* **Work request**:
Scan the records below, and wherever a line has the word "function", pull it out.

* **Data extracts**:
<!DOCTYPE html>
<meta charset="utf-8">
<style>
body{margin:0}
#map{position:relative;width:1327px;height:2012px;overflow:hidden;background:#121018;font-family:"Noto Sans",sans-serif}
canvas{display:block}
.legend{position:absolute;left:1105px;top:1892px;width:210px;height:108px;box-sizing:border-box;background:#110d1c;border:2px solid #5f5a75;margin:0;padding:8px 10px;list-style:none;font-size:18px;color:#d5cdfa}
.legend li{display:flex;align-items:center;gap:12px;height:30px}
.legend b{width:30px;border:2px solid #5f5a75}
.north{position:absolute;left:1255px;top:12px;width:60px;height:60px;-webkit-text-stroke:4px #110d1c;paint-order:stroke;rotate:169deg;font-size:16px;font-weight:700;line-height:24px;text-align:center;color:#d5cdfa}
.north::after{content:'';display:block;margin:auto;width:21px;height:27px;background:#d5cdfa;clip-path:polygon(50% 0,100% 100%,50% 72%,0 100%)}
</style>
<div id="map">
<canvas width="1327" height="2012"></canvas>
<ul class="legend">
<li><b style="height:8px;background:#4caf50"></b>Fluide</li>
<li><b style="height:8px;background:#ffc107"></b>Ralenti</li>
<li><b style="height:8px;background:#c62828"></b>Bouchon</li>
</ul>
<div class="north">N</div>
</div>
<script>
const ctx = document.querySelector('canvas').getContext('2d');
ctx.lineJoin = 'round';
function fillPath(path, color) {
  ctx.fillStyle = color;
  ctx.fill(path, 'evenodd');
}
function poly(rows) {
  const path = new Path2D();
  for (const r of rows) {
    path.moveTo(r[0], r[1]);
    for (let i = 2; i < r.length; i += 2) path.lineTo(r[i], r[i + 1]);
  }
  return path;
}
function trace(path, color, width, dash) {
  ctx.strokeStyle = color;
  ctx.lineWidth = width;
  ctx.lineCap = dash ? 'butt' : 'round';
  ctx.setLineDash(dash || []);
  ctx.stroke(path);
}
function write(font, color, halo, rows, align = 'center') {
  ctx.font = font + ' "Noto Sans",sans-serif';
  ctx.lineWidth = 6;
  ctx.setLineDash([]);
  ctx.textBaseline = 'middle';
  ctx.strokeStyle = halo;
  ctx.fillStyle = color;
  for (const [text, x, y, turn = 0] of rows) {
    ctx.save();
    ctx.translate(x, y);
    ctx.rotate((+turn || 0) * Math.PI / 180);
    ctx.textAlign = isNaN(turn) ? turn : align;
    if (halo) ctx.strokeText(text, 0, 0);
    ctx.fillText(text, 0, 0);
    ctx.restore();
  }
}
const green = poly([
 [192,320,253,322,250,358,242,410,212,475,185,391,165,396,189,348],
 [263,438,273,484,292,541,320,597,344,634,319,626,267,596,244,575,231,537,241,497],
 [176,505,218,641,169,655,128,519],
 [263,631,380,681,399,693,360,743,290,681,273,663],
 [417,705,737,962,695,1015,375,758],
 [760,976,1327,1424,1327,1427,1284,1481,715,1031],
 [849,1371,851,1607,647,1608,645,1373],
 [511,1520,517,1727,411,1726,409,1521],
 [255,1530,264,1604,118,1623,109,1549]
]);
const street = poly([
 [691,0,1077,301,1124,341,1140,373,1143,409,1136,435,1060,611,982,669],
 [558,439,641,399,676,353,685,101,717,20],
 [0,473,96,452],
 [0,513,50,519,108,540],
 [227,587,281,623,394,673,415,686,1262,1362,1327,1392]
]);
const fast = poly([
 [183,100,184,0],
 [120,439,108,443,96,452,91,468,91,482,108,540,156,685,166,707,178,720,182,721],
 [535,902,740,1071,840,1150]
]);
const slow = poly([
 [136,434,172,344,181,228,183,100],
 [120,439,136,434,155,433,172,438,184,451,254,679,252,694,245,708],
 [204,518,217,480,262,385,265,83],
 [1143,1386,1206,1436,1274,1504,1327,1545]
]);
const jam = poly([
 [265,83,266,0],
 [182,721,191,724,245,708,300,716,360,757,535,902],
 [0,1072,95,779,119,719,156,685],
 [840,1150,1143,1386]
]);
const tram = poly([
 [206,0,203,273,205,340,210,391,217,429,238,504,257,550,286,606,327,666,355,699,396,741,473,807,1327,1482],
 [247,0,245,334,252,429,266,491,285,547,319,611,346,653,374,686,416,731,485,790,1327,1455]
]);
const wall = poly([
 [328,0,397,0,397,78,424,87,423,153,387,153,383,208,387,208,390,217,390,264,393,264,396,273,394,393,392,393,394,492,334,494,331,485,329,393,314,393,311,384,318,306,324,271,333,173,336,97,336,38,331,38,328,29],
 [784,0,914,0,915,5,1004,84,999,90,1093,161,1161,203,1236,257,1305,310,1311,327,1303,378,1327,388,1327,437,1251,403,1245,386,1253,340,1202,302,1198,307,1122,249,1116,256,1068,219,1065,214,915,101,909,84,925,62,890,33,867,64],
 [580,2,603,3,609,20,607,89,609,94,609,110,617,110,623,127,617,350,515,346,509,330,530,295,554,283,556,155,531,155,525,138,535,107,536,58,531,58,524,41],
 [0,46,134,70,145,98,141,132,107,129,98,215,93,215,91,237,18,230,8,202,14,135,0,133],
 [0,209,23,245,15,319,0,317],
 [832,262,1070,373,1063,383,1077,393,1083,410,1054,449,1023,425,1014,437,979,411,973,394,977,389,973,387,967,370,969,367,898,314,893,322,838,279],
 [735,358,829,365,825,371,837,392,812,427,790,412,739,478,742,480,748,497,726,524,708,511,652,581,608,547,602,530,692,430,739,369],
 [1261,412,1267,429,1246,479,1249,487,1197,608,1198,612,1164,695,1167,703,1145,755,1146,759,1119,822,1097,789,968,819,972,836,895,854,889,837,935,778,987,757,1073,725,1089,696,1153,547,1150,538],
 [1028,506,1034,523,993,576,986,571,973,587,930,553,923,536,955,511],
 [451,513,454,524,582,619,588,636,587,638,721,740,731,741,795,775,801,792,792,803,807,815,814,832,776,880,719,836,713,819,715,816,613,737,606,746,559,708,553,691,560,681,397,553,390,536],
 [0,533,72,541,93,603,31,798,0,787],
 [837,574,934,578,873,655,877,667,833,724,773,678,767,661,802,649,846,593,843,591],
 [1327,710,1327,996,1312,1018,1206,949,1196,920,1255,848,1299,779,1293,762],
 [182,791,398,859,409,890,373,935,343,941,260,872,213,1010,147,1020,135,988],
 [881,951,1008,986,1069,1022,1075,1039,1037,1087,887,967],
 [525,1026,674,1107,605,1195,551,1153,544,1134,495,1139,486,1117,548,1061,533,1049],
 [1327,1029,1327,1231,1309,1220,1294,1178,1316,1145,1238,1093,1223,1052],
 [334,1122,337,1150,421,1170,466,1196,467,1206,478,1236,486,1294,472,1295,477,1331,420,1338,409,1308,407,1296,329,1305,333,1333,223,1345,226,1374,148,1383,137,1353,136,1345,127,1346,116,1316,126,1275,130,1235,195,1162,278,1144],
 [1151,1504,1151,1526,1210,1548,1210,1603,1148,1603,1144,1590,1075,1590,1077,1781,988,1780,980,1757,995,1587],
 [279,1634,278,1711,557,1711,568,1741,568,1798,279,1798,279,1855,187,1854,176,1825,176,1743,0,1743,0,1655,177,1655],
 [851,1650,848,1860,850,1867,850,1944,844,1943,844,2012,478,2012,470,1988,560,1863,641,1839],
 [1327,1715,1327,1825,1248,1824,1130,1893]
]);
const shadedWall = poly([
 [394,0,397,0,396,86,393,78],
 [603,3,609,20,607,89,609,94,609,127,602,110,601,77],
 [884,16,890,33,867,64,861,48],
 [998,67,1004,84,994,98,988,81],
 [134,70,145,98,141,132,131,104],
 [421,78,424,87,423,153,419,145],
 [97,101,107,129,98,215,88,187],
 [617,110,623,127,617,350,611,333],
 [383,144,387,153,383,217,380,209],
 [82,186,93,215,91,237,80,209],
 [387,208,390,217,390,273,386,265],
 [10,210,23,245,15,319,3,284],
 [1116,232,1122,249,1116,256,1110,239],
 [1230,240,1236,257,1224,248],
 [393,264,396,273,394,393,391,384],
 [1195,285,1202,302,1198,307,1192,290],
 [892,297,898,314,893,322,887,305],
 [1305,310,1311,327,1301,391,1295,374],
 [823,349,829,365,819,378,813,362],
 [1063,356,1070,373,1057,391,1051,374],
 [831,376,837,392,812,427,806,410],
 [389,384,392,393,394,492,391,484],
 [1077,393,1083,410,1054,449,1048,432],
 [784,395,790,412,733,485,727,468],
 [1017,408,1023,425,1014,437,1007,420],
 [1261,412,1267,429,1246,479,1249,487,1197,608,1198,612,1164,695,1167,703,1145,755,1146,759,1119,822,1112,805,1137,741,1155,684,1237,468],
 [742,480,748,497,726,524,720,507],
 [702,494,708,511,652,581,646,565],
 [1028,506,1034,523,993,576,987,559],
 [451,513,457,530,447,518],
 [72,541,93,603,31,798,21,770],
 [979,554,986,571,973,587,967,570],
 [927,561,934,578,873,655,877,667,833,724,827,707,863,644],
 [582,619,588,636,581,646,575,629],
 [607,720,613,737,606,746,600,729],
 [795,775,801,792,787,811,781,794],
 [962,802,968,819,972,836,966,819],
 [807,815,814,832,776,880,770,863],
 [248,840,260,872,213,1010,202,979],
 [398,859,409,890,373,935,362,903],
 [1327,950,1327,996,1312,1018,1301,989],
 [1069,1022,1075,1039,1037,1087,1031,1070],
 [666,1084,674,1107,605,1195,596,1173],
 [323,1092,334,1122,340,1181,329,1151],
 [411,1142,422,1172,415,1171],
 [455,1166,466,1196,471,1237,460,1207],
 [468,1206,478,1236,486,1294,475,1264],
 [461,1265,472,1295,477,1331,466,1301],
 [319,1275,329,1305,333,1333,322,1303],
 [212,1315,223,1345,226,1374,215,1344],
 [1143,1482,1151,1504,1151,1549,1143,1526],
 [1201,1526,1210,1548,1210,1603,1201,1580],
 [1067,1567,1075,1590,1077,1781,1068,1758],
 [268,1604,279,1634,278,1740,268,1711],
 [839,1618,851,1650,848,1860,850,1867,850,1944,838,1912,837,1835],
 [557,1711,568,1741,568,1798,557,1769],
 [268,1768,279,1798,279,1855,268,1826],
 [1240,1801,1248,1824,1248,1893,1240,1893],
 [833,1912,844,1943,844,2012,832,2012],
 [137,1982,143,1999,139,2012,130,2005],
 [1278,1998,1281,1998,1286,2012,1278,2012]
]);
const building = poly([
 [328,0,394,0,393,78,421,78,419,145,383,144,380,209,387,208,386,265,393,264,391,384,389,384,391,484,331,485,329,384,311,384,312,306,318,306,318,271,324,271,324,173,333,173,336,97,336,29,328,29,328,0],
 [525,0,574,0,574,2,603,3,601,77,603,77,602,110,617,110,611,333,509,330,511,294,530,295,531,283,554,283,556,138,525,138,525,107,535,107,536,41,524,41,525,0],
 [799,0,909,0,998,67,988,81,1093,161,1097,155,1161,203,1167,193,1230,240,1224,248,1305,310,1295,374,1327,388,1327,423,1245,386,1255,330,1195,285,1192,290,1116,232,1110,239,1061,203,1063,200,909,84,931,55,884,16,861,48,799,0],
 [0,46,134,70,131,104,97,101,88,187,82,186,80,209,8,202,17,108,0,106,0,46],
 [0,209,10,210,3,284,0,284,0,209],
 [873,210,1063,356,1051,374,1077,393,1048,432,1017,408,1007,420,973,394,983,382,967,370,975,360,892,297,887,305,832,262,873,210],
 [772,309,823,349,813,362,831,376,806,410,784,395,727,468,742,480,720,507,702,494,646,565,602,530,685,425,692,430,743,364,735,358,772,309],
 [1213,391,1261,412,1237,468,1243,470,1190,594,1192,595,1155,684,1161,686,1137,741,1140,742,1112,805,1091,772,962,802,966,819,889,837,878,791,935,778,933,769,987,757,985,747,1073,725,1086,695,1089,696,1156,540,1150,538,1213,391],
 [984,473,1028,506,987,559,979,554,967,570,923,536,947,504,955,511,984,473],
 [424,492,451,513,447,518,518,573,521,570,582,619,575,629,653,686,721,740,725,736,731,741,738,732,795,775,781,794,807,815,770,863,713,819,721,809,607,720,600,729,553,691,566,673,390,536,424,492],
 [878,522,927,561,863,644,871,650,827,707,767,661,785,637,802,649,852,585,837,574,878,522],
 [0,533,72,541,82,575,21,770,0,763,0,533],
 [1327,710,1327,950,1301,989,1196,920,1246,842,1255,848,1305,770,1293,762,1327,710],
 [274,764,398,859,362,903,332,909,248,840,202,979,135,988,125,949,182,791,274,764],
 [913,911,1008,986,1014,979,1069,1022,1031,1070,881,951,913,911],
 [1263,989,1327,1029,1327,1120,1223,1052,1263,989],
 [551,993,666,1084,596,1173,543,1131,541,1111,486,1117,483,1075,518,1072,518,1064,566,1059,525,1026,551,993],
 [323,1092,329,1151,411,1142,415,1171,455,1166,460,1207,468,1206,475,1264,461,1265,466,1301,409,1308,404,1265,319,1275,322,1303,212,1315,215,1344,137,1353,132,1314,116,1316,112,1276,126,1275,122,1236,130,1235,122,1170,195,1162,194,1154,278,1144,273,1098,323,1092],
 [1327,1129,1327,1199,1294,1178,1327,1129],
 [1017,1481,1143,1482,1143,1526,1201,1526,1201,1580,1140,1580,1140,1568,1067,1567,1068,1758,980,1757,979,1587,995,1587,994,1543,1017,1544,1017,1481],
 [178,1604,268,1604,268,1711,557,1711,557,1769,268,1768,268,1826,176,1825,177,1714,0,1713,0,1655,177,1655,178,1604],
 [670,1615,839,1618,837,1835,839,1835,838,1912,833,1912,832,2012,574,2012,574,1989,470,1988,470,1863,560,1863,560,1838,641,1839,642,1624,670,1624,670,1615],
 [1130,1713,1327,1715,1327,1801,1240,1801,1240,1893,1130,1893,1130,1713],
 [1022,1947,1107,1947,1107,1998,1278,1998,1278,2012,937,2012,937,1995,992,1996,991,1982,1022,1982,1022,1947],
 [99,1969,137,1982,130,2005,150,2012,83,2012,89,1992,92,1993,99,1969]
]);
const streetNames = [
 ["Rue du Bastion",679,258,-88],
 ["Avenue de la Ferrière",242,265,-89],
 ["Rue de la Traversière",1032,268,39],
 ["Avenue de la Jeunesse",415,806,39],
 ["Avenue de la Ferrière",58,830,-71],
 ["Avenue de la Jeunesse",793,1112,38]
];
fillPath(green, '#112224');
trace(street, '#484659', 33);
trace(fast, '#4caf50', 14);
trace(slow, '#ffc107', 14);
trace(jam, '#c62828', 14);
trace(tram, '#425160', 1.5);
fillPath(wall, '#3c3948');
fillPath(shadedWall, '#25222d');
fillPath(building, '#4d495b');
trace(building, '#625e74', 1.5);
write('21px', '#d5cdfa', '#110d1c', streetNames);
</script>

* **Answer area**:
function fillPath(path, color) {
function poly(rows) {
function trace(path, color, width, dash) {
function write(font, color, halo, rows, align = 'center') {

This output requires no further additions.